> Task goal: The word "position" marks the lines to copy; find all of them in the entries below.

══ Input ══

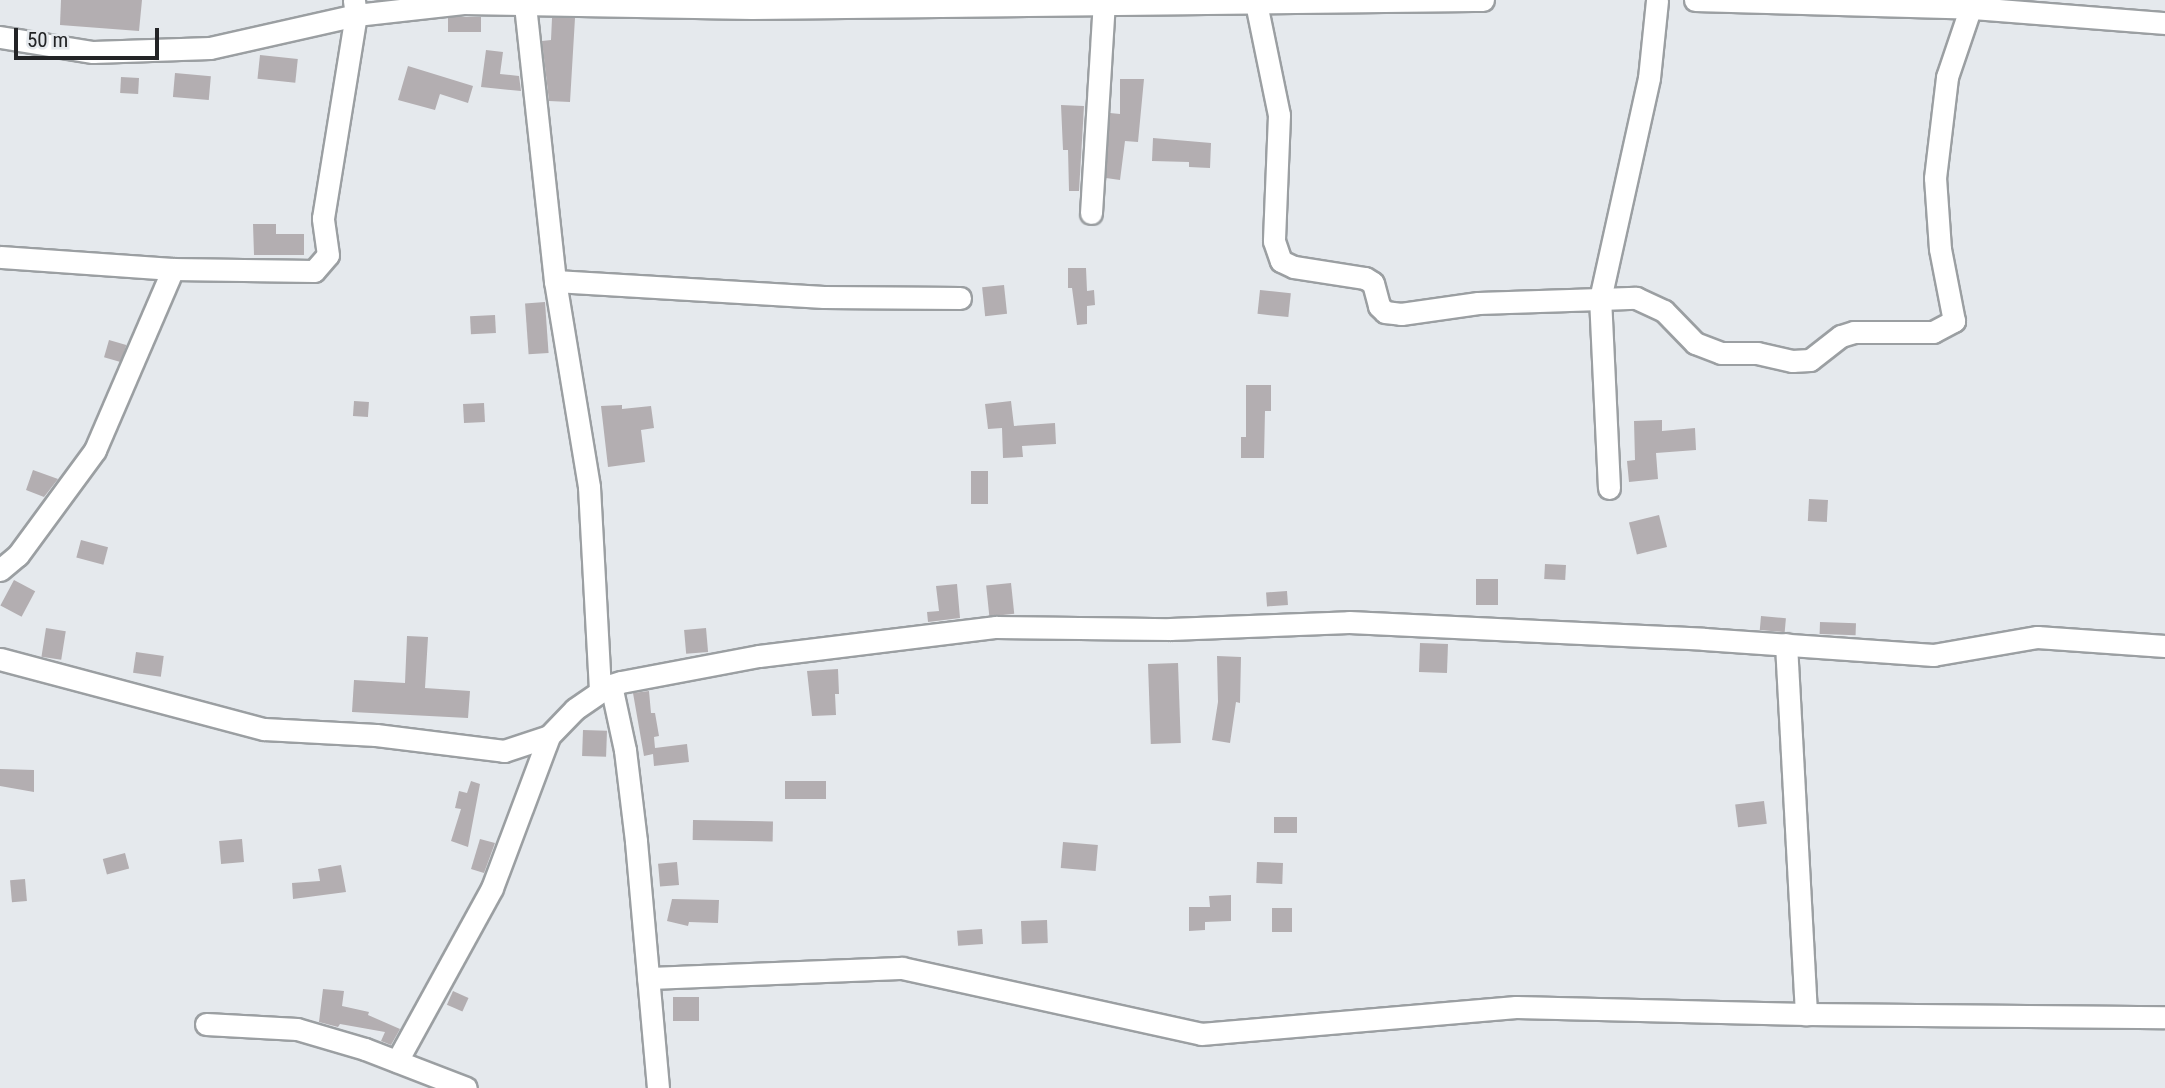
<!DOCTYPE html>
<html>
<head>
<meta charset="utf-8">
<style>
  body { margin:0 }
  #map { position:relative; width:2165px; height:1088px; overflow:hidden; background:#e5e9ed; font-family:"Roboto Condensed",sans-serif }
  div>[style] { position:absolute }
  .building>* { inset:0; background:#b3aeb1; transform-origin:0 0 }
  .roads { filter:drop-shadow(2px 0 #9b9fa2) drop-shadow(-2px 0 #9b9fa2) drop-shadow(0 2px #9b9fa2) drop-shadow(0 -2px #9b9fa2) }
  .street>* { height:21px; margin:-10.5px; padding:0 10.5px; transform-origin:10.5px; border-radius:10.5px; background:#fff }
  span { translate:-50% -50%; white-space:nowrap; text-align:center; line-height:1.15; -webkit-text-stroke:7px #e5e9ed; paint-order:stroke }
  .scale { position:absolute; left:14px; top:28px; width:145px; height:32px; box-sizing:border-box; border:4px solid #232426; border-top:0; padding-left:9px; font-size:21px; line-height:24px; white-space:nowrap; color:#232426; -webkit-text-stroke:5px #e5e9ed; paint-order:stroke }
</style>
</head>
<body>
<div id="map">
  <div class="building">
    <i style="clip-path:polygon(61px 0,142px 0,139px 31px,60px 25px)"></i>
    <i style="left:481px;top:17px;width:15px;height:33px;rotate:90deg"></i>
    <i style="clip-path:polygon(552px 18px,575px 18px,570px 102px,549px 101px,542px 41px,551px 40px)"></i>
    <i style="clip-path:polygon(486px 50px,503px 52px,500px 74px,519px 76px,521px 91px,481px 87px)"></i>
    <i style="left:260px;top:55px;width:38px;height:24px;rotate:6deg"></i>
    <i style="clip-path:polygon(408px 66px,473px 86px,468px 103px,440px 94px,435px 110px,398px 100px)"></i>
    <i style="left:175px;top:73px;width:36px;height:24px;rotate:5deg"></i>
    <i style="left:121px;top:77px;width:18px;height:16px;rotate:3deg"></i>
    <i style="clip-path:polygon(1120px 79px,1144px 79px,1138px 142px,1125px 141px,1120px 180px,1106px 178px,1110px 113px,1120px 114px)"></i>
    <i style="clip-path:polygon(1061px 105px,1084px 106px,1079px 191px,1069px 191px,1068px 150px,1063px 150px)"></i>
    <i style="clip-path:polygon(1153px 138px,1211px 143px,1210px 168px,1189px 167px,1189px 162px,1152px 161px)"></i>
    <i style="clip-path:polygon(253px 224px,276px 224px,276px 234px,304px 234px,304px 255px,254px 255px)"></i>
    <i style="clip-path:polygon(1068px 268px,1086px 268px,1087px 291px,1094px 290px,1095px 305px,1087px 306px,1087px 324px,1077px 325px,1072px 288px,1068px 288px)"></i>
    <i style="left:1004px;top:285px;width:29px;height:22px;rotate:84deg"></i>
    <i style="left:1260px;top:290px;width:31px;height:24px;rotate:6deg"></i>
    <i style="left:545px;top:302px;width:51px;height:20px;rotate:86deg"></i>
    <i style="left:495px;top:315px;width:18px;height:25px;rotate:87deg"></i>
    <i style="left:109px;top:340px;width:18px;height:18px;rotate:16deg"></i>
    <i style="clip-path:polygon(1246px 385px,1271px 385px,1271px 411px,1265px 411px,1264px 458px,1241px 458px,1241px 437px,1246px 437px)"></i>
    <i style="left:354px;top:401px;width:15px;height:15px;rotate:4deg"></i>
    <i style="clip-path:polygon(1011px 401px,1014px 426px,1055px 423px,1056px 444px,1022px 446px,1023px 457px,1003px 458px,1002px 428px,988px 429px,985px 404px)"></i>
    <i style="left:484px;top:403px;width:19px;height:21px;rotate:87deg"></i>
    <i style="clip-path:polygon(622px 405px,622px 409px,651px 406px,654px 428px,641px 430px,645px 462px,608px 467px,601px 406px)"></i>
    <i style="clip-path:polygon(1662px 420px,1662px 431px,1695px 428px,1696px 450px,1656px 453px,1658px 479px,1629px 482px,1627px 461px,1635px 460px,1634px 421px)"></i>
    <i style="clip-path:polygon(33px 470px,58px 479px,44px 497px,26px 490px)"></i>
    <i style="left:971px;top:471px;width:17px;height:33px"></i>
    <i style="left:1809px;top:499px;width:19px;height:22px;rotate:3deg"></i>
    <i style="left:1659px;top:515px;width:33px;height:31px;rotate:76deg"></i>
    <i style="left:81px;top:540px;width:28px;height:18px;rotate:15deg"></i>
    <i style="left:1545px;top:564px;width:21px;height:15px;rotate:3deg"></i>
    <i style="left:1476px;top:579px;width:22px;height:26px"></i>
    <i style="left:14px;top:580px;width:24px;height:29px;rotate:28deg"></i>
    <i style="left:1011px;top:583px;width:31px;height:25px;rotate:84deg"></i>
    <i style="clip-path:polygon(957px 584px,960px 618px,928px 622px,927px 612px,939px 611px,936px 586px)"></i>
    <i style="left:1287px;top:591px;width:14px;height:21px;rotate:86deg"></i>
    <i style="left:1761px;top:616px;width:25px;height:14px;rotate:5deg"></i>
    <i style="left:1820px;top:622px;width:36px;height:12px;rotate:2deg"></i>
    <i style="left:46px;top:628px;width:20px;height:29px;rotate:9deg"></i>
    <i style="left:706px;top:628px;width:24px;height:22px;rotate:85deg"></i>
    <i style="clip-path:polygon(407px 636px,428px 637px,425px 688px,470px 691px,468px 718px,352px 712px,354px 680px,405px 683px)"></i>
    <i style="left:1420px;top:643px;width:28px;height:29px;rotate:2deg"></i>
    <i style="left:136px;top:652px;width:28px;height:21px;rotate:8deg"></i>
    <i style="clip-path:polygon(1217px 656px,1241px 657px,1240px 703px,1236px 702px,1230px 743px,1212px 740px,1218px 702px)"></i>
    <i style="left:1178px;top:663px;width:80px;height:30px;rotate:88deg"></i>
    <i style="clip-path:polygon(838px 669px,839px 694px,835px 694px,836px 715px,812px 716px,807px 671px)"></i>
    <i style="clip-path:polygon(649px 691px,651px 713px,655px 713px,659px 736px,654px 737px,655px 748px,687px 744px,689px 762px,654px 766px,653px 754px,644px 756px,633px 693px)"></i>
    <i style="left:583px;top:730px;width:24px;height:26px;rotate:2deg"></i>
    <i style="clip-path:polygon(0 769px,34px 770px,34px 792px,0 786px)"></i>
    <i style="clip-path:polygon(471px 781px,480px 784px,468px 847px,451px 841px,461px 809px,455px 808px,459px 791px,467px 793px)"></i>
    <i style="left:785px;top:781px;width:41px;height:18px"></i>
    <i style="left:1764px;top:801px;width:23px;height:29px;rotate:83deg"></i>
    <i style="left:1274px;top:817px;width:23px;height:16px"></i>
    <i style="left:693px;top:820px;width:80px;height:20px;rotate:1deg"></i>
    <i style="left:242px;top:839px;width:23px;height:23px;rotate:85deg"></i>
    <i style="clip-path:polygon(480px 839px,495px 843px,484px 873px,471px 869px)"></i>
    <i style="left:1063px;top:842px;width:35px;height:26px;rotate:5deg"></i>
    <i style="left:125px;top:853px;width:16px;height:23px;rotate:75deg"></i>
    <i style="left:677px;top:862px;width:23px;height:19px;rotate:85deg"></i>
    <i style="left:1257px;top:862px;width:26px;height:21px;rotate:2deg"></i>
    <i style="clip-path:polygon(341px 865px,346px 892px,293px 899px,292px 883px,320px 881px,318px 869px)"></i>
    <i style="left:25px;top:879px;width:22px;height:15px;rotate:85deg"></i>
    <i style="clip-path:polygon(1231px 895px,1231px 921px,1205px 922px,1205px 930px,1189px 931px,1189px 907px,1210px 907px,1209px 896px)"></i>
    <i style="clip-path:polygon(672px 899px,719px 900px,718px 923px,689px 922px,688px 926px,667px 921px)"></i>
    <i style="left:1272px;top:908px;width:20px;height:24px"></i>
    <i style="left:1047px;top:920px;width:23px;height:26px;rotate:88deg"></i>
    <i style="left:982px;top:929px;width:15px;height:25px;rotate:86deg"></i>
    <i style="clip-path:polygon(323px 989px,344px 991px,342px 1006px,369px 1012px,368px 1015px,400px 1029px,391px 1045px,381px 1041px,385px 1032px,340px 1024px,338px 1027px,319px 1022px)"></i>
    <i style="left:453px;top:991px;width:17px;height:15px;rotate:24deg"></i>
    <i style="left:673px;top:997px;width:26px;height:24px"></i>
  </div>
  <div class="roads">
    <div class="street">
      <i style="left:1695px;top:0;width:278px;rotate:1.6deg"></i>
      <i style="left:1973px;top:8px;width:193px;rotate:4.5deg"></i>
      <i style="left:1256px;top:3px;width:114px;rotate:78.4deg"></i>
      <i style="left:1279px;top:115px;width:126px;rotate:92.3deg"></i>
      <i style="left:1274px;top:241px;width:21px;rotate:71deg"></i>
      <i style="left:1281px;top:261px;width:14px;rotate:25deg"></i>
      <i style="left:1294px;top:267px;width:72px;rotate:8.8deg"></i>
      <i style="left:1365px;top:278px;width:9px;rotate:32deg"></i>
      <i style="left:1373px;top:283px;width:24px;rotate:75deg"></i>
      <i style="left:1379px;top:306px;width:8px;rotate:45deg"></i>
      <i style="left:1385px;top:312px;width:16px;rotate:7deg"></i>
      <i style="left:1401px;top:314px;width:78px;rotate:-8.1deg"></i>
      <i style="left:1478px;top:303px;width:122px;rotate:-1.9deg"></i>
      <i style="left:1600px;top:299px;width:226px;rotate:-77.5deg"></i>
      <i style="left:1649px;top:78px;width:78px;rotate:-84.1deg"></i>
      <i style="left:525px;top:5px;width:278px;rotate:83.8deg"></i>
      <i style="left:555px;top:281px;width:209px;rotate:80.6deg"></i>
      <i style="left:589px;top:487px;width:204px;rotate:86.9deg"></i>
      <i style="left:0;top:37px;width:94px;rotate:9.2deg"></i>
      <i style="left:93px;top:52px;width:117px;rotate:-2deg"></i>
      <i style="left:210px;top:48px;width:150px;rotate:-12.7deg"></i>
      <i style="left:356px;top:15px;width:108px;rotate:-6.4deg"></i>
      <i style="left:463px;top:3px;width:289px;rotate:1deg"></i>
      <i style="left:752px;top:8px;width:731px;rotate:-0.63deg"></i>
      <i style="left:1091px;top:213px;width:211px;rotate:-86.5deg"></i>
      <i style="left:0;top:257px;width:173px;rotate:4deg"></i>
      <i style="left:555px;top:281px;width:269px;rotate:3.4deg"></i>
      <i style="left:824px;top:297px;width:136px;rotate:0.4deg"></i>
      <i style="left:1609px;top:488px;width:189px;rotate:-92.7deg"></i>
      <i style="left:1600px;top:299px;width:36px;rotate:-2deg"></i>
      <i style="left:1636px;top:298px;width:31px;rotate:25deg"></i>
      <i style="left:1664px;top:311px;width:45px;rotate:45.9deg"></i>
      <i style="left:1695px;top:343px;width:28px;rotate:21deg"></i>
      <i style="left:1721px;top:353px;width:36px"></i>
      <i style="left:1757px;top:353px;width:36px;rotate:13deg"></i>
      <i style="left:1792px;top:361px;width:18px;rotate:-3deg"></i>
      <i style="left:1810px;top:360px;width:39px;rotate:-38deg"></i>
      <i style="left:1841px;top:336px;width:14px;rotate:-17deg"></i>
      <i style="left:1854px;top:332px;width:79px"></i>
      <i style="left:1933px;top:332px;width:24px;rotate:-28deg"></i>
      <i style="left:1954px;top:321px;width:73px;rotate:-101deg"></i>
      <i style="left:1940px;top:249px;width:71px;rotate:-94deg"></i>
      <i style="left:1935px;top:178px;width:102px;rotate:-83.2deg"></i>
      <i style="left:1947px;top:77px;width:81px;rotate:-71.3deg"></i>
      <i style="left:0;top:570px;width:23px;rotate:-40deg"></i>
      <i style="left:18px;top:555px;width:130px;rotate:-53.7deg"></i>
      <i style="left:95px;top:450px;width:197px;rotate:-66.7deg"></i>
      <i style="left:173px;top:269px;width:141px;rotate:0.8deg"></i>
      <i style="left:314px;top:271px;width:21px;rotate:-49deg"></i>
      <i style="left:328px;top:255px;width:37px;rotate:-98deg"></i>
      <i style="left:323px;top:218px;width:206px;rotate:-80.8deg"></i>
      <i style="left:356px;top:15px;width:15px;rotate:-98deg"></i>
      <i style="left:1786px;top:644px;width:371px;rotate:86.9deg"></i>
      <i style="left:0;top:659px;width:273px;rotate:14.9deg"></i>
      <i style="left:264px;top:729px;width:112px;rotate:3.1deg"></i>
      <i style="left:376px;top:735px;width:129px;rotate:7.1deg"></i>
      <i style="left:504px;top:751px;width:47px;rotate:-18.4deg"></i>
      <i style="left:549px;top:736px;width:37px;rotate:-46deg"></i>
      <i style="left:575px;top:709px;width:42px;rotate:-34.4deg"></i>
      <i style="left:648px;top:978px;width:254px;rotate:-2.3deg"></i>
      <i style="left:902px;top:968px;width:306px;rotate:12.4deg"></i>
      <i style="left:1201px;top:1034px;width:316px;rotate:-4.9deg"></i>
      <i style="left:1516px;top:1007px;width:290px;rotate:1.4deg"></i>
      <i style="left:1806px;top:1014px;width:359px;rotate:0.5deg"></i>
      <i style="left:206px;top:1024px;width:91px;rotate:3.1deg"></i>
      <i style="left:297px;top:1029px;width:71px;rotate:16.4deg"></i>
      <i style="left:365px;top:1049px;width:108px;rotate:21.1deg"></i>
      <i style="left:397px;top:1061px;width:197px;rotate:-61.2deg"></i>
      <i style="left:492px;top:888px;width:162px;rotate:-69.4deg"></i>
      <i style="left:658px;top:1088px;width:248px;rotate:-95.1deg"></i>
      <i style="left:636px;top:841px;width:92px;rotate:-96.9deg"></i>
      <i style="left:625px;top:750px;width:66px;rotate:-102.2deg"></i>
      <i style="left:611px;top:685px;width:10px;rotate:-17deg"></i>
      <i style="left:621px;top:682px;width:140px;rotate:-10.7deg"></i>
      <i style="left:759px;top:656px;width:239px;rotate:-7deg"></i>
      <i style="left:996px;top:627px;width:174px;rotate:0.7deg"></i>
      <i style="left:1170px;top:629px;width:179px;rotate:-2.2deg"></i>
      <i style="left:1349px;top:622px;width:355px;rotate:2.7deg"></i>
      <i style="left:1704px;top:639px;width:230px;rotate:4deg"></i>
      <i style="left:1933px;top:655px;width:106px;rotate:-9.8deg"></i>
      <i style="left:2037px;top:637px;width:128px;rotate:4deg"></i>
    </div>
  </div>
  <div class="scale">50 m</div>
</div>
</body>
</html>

═══

> Reply:
  #map { position:relative; width:2165px; height:1088px; overflow:hidden; background:#e5e9ed; font-family:"Roboto Condensed",sans-serif }
  div>[style] { position:absolute }
  .scale { position:absolute; left:14px; top:28px; width:145px; height:32px; box-sizing:border-box; border:4px solid #232426; border-top:0; padding-left:9px; font-size:21px; line-height:24px; white-space:nowrap; color:#232426; -webkit-text-stroke:5px #e5e9ed; paint-order:stroke }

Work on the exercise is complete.